Although I support many of the points George Black makes in "Patagonia Under Siege" (Fall 2006), I find it hard to accept that salmon farming is intrinsically bad, as he seems to suggest. Since having open-heart surgery, I have been advised to eat salmon and other fish rich in omega-3 fatty acids. Overfishing is rapidly depleting the resources of the sea, and fish farms can make a real contribution to preventing unsustainable fishing practices.
Princeton Junction, New Jersey
The Numbers Crunch
After reading about salmon farmers killing seals, drugs in the water, and tons of e-waste, it occurred to me that our environmental problems are the result of too many people consuming too much of everything. Now that evangelicals are working to save creation, isn't it about time to broach the subject of population control? I'm 46; no kids.
Fort Lee, New Jersey
Preaching to the Choir
Let me, a retired old-geezer pastor, contribute a couple of historical observations to the views expressed by Bill McKibben in "Will Evangelicals Help Save the Earth?" (Fall 2006).

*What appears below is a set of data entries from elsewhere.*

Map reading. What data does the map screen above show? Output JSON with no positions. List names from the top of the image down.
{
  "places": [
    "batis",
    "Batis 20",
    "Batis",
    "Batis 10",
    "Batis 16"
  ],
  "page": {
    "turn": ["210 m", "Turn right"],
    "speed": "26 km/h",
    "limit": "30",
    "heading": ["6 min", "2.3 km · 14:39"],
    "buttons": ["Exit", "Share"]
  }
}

In the 1950s, at the Lancaster Theological Seminary in Lancaster, Pennsylvania, my classmates bound for rural and village pastorates in mid-Atlantic parishes took a course in rural theology, in which they learned about such things as soil conservation, living in harmony with God's created order, and agricultural cooperatives in places like Denmark. And in my younger years, it was through church-sponsored summer camps, where our congregation's youth spent a week or two each year "communing with nature," that I first learned to walk lightly upon the land like the Delaware and the Mohawk. So in my own experience, the mainline churches have a long record of active concern for stewardship of the land. It's the use of the word "environmentalism" that's relatively new.
As a follower of Christ, I am filled with joy to see Christian groups take environmental problems seriously and environmental groups willing to work with them. Regardless of what many of us may think about one another's beliefs, we all require a hospitable earthly environment to live them out.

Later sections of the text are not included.